*What to produce*
Go through the data and tally the lines that include "rows". The reply is that number alone.

====== Dataset entries

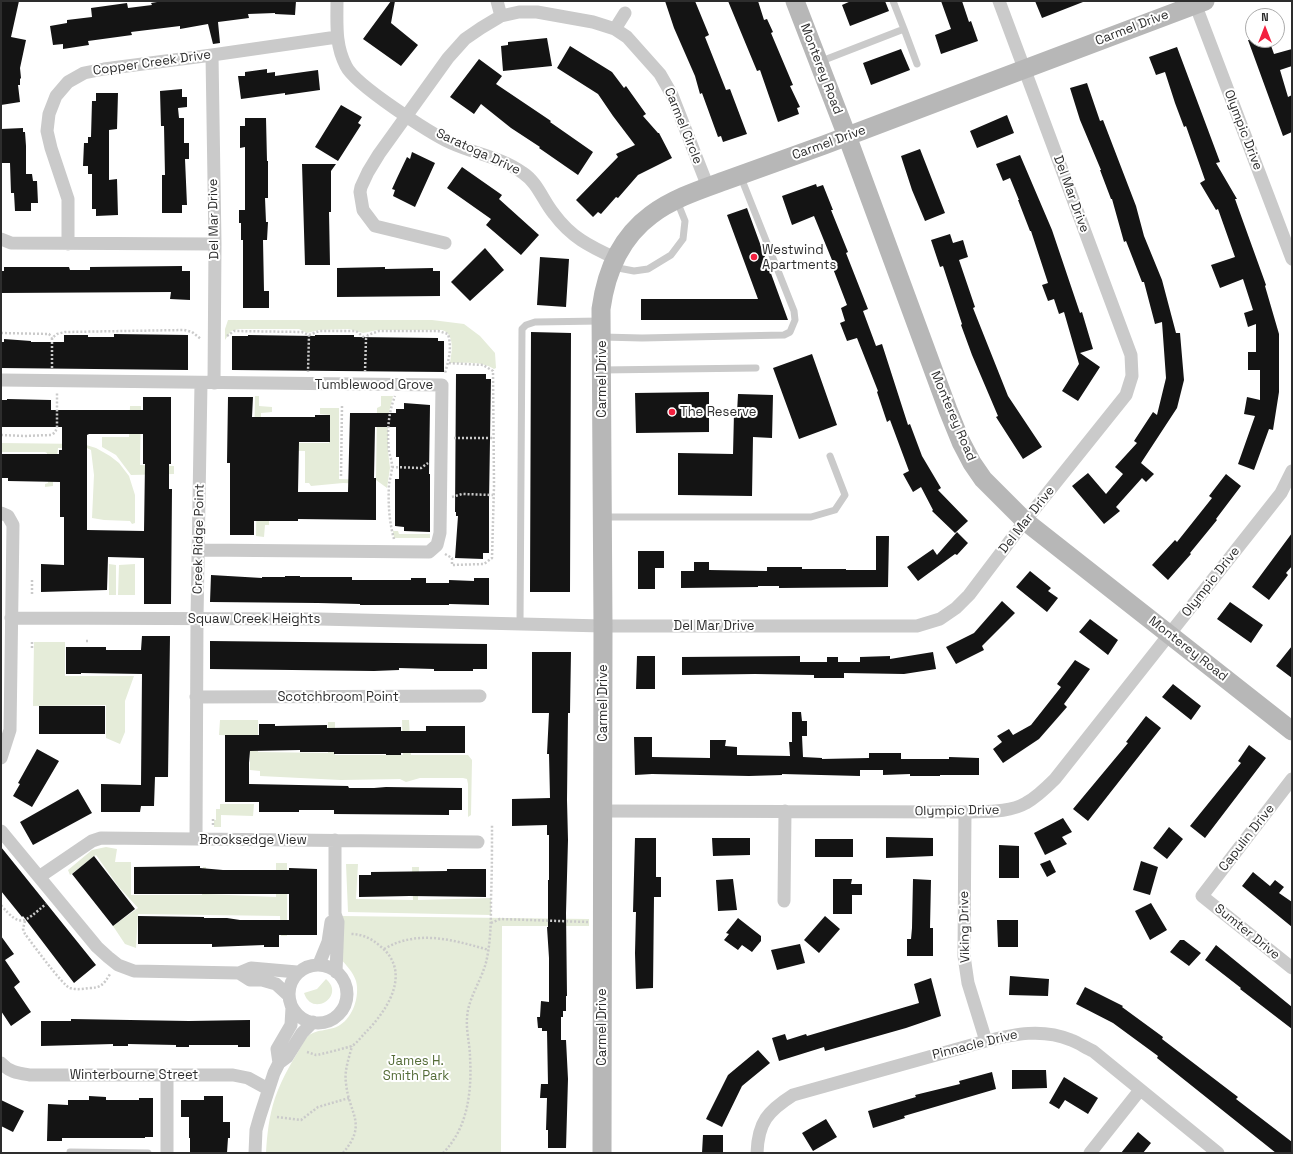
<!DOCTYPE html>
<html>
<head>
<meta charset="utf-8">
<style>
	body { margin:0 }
	#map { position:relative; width:1293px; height:1154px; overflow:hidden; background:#fff; font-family:"Space Grotesk",sans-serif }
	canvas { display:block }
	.frame { position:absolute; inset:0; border:2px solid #2d2d2d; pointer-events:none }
	.north { position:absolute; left:1245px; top:8px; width:40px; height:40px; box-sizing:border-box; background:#fff; border:1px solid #ababab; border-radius:50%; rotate:0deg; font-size:11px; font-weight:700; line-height:16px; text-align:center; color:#2d2d2d }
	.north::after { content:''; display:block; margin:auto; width:14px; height:18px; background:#f3203f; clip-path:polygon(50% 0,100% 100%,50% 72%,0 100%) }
</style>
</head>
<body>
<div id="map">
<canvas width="1293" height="1154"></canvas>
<div class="frame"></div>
<div class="north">N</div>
</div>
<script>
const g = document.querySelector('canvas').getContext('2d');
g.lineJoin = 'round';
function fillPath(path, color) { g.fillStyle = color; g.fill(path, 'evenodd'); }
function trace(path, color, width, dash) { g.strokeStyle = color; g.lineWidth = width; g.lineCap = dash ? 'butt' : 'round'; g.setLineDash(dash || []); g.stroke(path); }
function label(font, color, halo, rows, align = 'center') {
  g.font = font + ' "Space Grotesk",sans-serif'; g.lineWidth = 4; g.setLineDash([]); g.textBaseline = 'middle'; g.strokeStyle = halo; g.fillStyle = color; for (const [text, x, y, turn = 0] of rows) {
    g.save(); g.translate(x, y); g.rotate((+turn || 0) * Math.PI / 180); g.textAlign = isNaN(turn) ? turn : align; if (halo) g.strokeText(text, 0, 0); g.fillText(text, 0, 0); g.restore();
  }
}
fillPath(new Path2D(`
	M228,320h204l32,4 16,12 15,17 1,15 -2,1c-12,-8 -30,-6 -44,-6 2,-11 5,-29 -8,-33h-64l-15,3 -14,-4 -30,1 -12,3 -8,-4h-60l-8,2 -6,9v-11z
	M255,396h4v10l13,1v5l-11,1v30h68l1,-28 -10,-1v-6h19v71l26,1v4l-22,-1 -32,3 -2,-3h-4v-32l-51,-1z
	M381,396h12l-5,20v35l2,17 -3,20 -11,-8 1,-72 4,-2z
	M130,406h11l-1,59 34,1v8l-43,1 -15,-20 -14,-8v-10h27z
	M1,443l82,1 13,4 14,8 9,7 10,13 6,19v28l-3,1 -2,-3 -26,-1 -12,-2 2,-43 -3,-25 -4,-2h-29l-1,8 -4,1v29l-8,1v-3l3,-1 -1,-30 -2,-1h-44z
	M269,460v65h-4l-1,12 -8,-1 1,-59z
	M393,531h5l1,3h31v4h-36z
	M109,564l7,1v30h-7z
	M135,564v31h-17l1,-30z
	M34,642h31v34h69l-9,25v31l-5,12 -14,-6v-33l-73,1z
	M220,720h38v32l70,1v-31h7v33h68l-1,-35h7l2,35h57l4,5 -1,55 -3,2v-33l-1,-5 -4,-1h-43l-14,4 -6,-3 -59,1 -81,-4v-5l-10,-1v-34l-31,-1z
	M220,804h34l-1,12 -32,-1v12h-7v-7h2v-11h4z
	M106,847l11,2 -2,13h16v33h71l1,-28h3l-1,27 71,3v-34h11v73h-6l-1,-20 -142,-2 -2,34 -11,-4 -12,-18 25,-18 -20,-22 -22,-31 -26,20 -2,-5 24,-20z
	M346,864h12l-2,35 57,1 -1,-33h7l-1,33 73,-2v17l-143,-3z
	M341,916l248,3v7h-87l-1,227h-235c1,-18 3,-37 9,-55 7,-21 20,-41 31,-60 9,-10 23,-6 34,-13 13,-8 20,-29 16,-44 -3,-9 -10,-16 -16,-23z
	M326,979c20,17 -14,39 -22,14l13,-4z`), '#e5ecd9');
fillPath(new Path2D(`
	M1,1h18l-8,36 15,3 -6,28 1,10 -1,1v6h-2l2,17 -19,3z
	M163,1h133l-1,14 -20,-1v-1l-27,1 1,4 -31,4 2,21 -7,1 -5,-20 -28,5v-3l-49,6 1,3 -44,6 1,4 -26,4v-5l-10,1 -3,-19 17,-3v-3l25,-3 -1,-9 36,-5 1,5 24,-3 -1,-2z
	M391,1h4l-4,22 27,22 -17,21 -38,-27z
	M665,1h30l14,34 -4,2 21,53 4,-1 17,45 -24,8 -2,-6 -3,1 -16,-44 -2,1 -5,-18 -21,-48z
	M728,1h30l6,19 3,-1 6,13 -2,1 22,52 -3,1 10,21 -3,1 2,6 -21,8 -18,-52 -3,1z
	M851,1h34l4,10 -39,15 -8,-21z
	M941,1h21l7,21 2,-1 7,20 -37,13 -6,-19 16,-6z
	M1035,1h47l1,1 -41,16z
	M547,38l5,28 -49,5 -2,-25 7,-1v-3z
	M1248,40h21l5,14 18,-5v17l-12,4 8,27 4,-2v37l-9,4z
	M570,46l42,26 12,16 2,-2 20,28 -3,2 15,17h1l13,25 -34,17 -20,23 -2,-1 -15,17 -3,-2 -5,5 -17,-17 42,-43 -2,-3 19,-9 -22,-29 -15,-22 -41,-26z
	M1177,47l43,115 -4,1 21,36h-2l31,86 -1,1 14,48v58l-6,38 -4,-1 -15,41 -16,-6 17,-48 -11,-2 3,-17 13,3v-30h-12v-18h8v-28l-8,3 -4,-14 9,-3 -10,-31 -23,9 -9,-23 24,-8 -17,-48 -2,1 -16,-27 5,-3 -19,-54 -2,1 -9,-24 -10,-31 -9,3 -7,-18z
	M901,49l9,21 -39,15 -8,-22z
	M479,59l23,17 -6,8 55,37 -1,1 43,30 -15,23 -39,-27 1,-1 -29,-19 -30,-24 -7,10 -24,-17z
	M267,69v4l8,-1v4l43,-6 2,20 -35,5v-2l-44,6 -3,-23h7v-4z
	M1087,83l13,38 3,-1 33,86 8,30 18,44 14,53h4l4,47 -7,28 -36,55 13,11 -8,8 -4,-4 -26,29 4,4 -16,13 -32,-38 16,-13 18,21 17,-20 -8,-7 22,-24 -3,-2 19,-29 4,3 9,-37 -4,-56 -7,2 -11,-42h-2l-16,-41 -2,1 -12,-43h-1l-11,-29h1l-21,-50 -10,-32z
	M182,89v8h5v10l-9,1 1,10h5v25h5v16h-4l2,46h-5v8h-20v-38h3l-1,-49h-3l-1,-35z
	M96,93h22l-1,36 -8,1v50l8,-1 1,36 -22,1v-7h-4v-35h-4v-8h-5l1,-23h4v-6h3l1,-36h4z
	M341,105l21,12 -4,6 3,2 -23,36 -23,-14z
	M1007,115l7,18 -37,15 -7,-17z
	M245,118h21l1,43h1v37h-3l1,24h2l-1,18h-4l1,51h5v17h-26v-68h-2v-17h-2v-13h6v-63l-5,1v-22h5z
	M23,128v4h2l1,14v28h6l1,7h4l1,22h-7v8h-16l-1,-18h-3l-1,-30h-9v-34z
	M920,149l25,64 -20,8 -13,-31 -11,-34z
	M412,152l23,11 -20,44 -22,-11 2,-6 -3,-1 5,-11 10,-21 3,2z
	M1020,155l32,75 28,83 2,-1 11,37 -13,4 20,14 -22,34 -16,-10 17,-27 -15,-52 -5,2 -5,-15 -6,2 -6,-16 6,-2 -17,-52h-1l-12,-31h1l-9,-22 -7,3 -7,-17z
	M302,164h34l-5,7v41h-2l1,53h-25z
	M462,167l40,28 -3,4 40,36 -18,20 -35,-30 5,-6 -44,-31z
	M816,184l1,3 6,-2 10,25h-2l17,42 -2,1 22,56 -5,2 13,35 6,-2 26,81 2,-1 12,32 19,32 -3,2 30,31 -13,12 -23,-22 1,-1 -12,-23 -8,5 -10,-18 6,-3 -19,-51 -3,2 -10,-30 1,-1 -21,-53 -10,3 -7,-18 5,-2 -4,-13 6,-3 -15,-39 2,-1 -20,-49 -22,9 -10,-29z
	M747,208l41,112h-147v-21h117l-31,-84z
	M950,234l3,9 10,-3 5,17 -9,3 16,47 -2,1 35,88 34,51 -19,12 -27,-42 2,-1 -26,-61 -11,-30 1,-1 -19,-58 -3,1 -9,-27z
	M485,248l19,22 -34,31 -19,-19z
	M540,257l29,2 -3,48 -29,-2z
	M182,266v5h8v29l-20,-1 1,-7 -170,1v-22h3v-4h65l1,3h20v-3z
	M385,267v2l48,-1v3h7v25l-103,1v-29z
	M531,332l40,1 -1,259h-40z
	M114,334l74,1v35l-187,-2v-26h3v-3l27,2v1h33v-7h24v2h26z
	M248,335l67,1v-1h39v2l84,1v3h6v31l-212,-2v-34h16z
	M812,354l25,71 -38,14 -26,-71z
	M456,374h30v5h5l-2,122v52h-6v6l-28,-1 3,-42h-2v-4h-1z
	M709,392v40l-73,1 -1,-40z
	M738,394l35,1 -1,43 -19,-1 -1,59 -74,-1v-42l55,1 1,-41h3z
	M143,397h28v67h-2v25h3l-1,115h-27v-46l-36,-1 -1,33 -66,2v-28l23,1v-48h-4v-35l-52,-1v-3h-7v-24h58v-4h3v-23h-61v-27h6v-1l44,1v10h92zM89,434h54v30h2l-1,67 -57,-1v-95z
	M228,397h25l-1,20h63v-2h15v27h-31l-1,50h50l2,-79h46v-4h8v-6l26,2 -1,69h1v58l-26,-1v-4l-9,-1v-47h4v-22h-3v-30h-21l-1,51h2v42l-78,-1v2h-44v14h-24v-72h-3z
	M1226,474l15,12 -25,33 1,1 -27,33 1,1 -23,26 -16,-15 23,-25 2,2 35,-44 -3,-2z
	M957,532l11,11 -11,12 -2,-1 -37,27 -11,-14 26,-18 4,6z
	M1292,533v33l-6,7 2,2 -19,25 -17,-13z
	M876,536h13l-1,51 -109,1v-2h-21v1l-77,1v-17h13v-9h15v8l58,1v-4h35v2h44v1h30z
	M638,551h26v17h-9v21h-17z
	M1030,571l21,17 -3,3 10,7 -11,14 -31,-25z
	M211,575l51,3v-1h23v-1h15v1h52v3h59v-2h15v5h23v-3l25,1v-3h15v27l-40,-1v1h-89v-1l-42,-1 -108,-1z
	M1002,601l13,12 -33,33 2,4 -28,14 -10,-17 28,-14z
	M1230,602l33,23 -12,18 -34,-24z
	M1090,619l28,21 -10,15 -29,-23z
	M142,636h28l-2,141h-13l-1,29h-13l-1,6h-39v-28l40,1 1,-111 -61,-1v1h-15v-27h40v3h35z
	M210,641l277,3v25h-14v2h-39v-2l-35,-1v2l-25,1 -164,-2z
	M1292,646v32l-16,-12z
	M532,652h39l-1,61h-2l-1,87 1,40 -2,73 1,83h-1v15h-3v6h-2v23h5l2,39 -2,69h-18v-18h-2l1,-32h-7l1,-14h7l-1,-53h-5v-3h-4l-1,-11h3l1,-16 8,1v-44l-2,-31h1v-47h1v-45h-2v-10l-35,1v-27l38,-1 -1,-44h-2l2,-41h-17z
	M933,652l3,17 -32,5 -60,-1v5h-30v-3l-59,-1 -73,1v-18l118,-1v6h27v-5h11v5h22v-5l30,-1v3z
	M637,656h18v33h-19z
	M1075,660l15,9 -26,35 3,3 -28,32 -36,24 -10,-14 9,-7 -5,-6 12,-7 4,6 18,-10 30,-38 -4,-3z
	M1173,684l28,22 -10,14 -29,-23z
	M39,706h66v28h-66z
	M792,712h9l1,9h5v15h-5l1,21 19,1v1l47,-1v-5h32v6h48v-2l30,1v17h-39v1h-30v-2l-27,1v-5h-23v6l-78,-2v1l-33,1 -97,-2 -17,1 -1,-38h18v20l58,1v-18h16l-1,6 12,1v8l53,1 -1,-14h3z
	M1146,716l15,12 -73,93 -15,-12 55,-66 -2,-1z
	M259,724h16v2l52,-1v3l74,-1v4h25v-5h39v27h-64v2h-15v-1h-52v-2h-34v-2l-50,1 -1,12v21l99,2 1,2h25l12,-1 76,1v22h-13v5l-115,-1v-4h-35v2h-40v-10h-34v-67h34z
	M1249,745l17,13 -61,80 -15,-12 51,-63 -3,-2z
	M37,749l22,12 -27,46 -19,-11 7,-12 -2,-1z
	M78,789l14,24 -59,32 -13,-23z
	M1063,818l9,14 -10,5 5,7 -22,11 -11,-22z
	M1169,827l14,12 -16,20 -14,-11z
	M886,837l47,1v18l-47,2z
	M635,838h21v39h5v20h-7l-1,91 -17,1 -1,-36 1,-41h-3z
	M712,838h38v17l-37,1z
	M815,839h38v18h-38z
	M999,845l20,1v32h-20z
	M1,847l95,118 -22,18 -51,-67 -1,1 -21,-26z
	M94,856l41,53 -22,17 -41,-52z
	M1050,860l6,12 -9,5 -7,-13z
	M1141,861l17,6 -8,28 -17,-5z
	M200,866v2l23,2h66v-2l28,1v66h-38v12h-15v-2l-52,2v-3h-74v-28l66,1v1h23l13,2h49v-26h-155v-27z
	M447,869h39v28l-76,-1 -51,1v-22h12v-3l76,-1z
	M1253,872l17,14 5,-6 9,7 -5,6 13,9v25l-50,-41z
	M733,879l4,31 -19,1 -2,-31z
	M833,879h19l-1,5h11v11h-10v19h-19z
	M913,879l18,1 -1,48h3v28h-26v-17h4l1,-11z
	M1151,903l16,27 -17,10 -15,-29z
	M825,916l15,13 -21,24 -15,-13z
	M738,918l23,18v5l-9,11 -10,-7 -4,5 -14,-10 5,-6 -3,-1z
	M997,920h21v27h-20z
	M1,936l13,18 -9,6 15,22 -6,5 17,25 -20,14 -10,-15z
	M1180,940h4l17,13 -12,13 -19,-14z
	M800,944l5,19 -28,7 -6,-20z
	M1216,945l76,62v22l-52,-40 1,-1 -36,-28z
	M1010,976l39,3 -1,17 -39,-1z
	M931,978l10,38 -35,12 -81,23 -1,-4 -45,14 -7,-23 13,-4 2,6 19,-6 1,2 112,-33 -5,-19z
	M1085,987l38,19 -1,1 41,30 -1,2 76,58 -2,2 56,43v11h-16l-119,-95 1,-2 -45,-33 -37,-19z
	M71,1019l118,2 61,-1v27h-12v-2h-49v2h-13v-2l-48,-1v2h-15v-2l-72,2v-25h30z
	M758,1050l12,13 -28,23 -20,41 -16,-8 22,-44z
	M1012,1070h34l1,18 -35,1z
	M992,1072l4,17 -92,27 1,2 -32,10 -5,-17 48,-14 -1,-2 45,-11 -1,-3z
	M1064,1077l34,21 -10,16 -23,-14 -6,9 -10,-6z
	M89,1096l17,1v3h33v-2h14v39h-8v1h-83v3h-15l1,-37 20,1v-5h21z
	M204,1096h19v26h7v16h-2l-1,15h-37v-15h-1v-21h-8v-17h23z
	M1,1100l23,11 -11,21 -12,-6z
	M826,1119l11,18 -24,14 -11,-18z
	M1138,1132l13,11 -8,10h-22z
	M703,1135h20v18h-21z`), '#141414');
trace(new Path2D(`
	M1,333l48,1 3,4
	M309,335l10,-4h37l10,8
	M227,336l7,-5 68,1 7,3 -1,37
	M52,368v-30l5,-4 8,-2 119,-2 8,2 9,7
	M365,372l1,-33 2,-4 11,-4h59l10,3c4,14 1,25 -3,39
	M1,435l23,1 27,-1c4,-2 5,-4 6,-8v-35
	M454,438h39
	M392,467l29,1 7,-5
	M341,476l1,-70
	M452,497l10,-3 31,1
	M394,539c-5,-18 -6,-36 -5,-55 1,-5 3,-12 3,-18 0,-5 -2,-10 -3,-15 -2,-19 -1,-37 6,-55
	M445,554l7,4v7l32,-1 8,-6 2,-72 -1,-115 -10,-6 -35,-2
	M32,580v16
	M86,641h4
	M32,648v-8
	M213,819v7
	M1,905c20,24 23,17 45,-1
	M25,921l-2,8 2,5c7,9 37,51 45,54 6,2 13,1 19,0 12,0 15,-4 21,-14
	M491,923l9,-4 88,3
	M384,949c34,-20 69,-9 105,1
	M307,1052c3,1 6,2 9,3 3,0 33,-8 36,-9 5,-3 9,-9 13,-13 22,-22 48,-61 15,-87 -9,-8 -18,-12 -30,-12
	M277,1117l24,3 17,-13 31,-9
	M343,1153c25,-30 6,-38 3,-70 -2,-12 3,-25 6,-37
	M443,1153c25,-25 29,-62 27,-96 0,-12 -4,-26 -3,-39 1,-21 16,-39 20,-60 4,-20 4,-40 4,-60 1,-24 1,-49 1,-73`), '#cacaca', 2.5, [2, 2]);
trace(new Path2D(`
	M904,29l13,35
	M819,62l85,-33 -11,-28
	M613,267l21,4 14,-2 23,-14 12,-16 2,-18 -8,-20
	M602,337l40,1 142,-3 6,-3 5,-12 -1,-9 -54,-136
	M602,370l154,-2
	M603,517h208l24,-7 10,-15 -15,-39
	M520,623l2,-294 4,-4 9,-3 66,-1
	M70,1152l78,1`), '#cacaca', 7);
trace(new Path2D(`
	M337,1c0,23 -2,44 9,65 9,19 84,67 105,77 24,11 50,14 72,30 15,10 20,28 31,41 17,23 35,32 61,44
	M497,1l4,15
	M1194,1l98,258
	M615,29l10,-16
	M212,55l3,189 -1,139
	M1,239l10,4 204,1
	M445,243l-70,-17 -12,-16 -3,-18 1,-5 7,-15 11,-18 69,-96 17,-19 16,-11 20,-12 18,-4h18l56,10 22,7 12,8 33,37 12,21 36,92
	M68,244v-45l-17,-51 -4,-17 2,-17 7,-18 12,-14 16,-9 20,-4 108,-14 125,-18
	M1,380l441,5 -2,148 -3,12 -8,7 -230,-2
	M1,513l7,3 5,9 -3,205 -9,28
	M11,618l308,1 284,7h314l23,-7 16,-11 13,-13 56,-74 101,-126 6,-19 -1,-21 -132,-354
	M196,697l284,-1
	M1292,779l-90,117 90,72
	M603,811l362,1c20,-1 44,1 61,-9 11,-6 20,-15 29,-24l226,-286 11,-22
	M965,812l-1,144 4,27 18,58
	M1,831l96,116 11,10 10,8 16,6 105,2 12,-5 46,4
	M196,839l1,-221 4,-235
	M335,840v74l3,8 -2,50
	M39,877l53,-36 9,-3 377,4
	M784,901l1,-90
	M319,964l9,-22 3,-20
	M289 994a29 29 0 1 1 58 0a29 29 0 1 1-58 0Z
	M239,973l11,7h12l14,4 12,11
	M1,1063c8,9 17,10 29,12h203l15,3 20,11
	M279,1063l-2,-14 14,-24 1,-17
	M167,1153v-78
	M255,1153l1,-23 4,-14 14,-43 5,-10 8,-6 15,-24 11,-11
	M757,1153c1,-31 11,-42 36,-58l193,-54c29,-7 56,-13 85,-1 8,3 15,8 22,11l125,102
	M1090,1153l50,-63`), '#cacaca', 13);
trace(new Path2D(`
	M795,1l52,135 101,274 13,32 11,21 11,16 42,42 267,210
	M602,1153l1,-527 -2,-317c5,-37 19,-71 50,-94 21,-16 48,-25 73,-34 33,-12 67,-24 100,-36 127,-48 254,-97 381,-144`), '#b7b7b7', 19);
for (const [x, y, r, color] of [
	[754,257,4,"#f3203f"],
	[672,412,4,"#f3203f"]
]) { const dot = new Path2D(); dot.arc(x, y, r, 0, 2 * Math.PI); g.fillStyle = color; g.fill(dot); trace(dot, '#fff', 1.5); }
label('13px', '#2d2d2d', '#fff', [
	["Carmel Drive",1132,28,-21],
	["Copper Creek Drive",152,63,-8],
	["Monterey Road",821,69,69],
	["Carmel Circle",683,126,68],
	["Olympic Drive",1243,130,69],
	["Carmel Drive",829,143,-20],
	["Saratoga Drive",478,152,25],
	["Del Mar Drive",1071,194,70],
	["Del Mar Drive",214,219,-91],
	["Carmel Drive",602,379,-90],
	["Tumblewood Grove",374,385],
	["Monterey Road",953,416,67],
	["Del Mar Drive",1027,520,-52],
	["Creek Ridge Point",199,539,-89],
	["Olympic Drive",1211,582,-52],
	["Squaw Creek Heights",254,619],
	["Del Mar Drive",714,626],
	["Monterey Road",1188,649,38],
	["Scotchbroom Point",338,697],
	["Carmel Drive",603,703,-90],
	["Olympic Drive",957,811,-1],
	["Capulin Drive",1247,838,-52],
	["Brooksedge View",253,840],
	["Viking Drive",965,927,-91],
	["Sumter Drive",1247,932,39],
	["Carmel Drive",602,1027,-90],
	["Pinnacle Drive",975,1045,-14],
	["Winterbourne Street",134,1075]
]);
label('13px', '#2d2d2d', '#fff', [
	["Westwind",762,250],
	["Apartments",762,265],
	["The Reserve",680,412]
], 'left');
label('13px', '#546c37', '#fff', [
	["James H.",416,1061],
	["Smith Park",416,1076]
]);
</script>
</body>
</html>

============

*Answer space*
2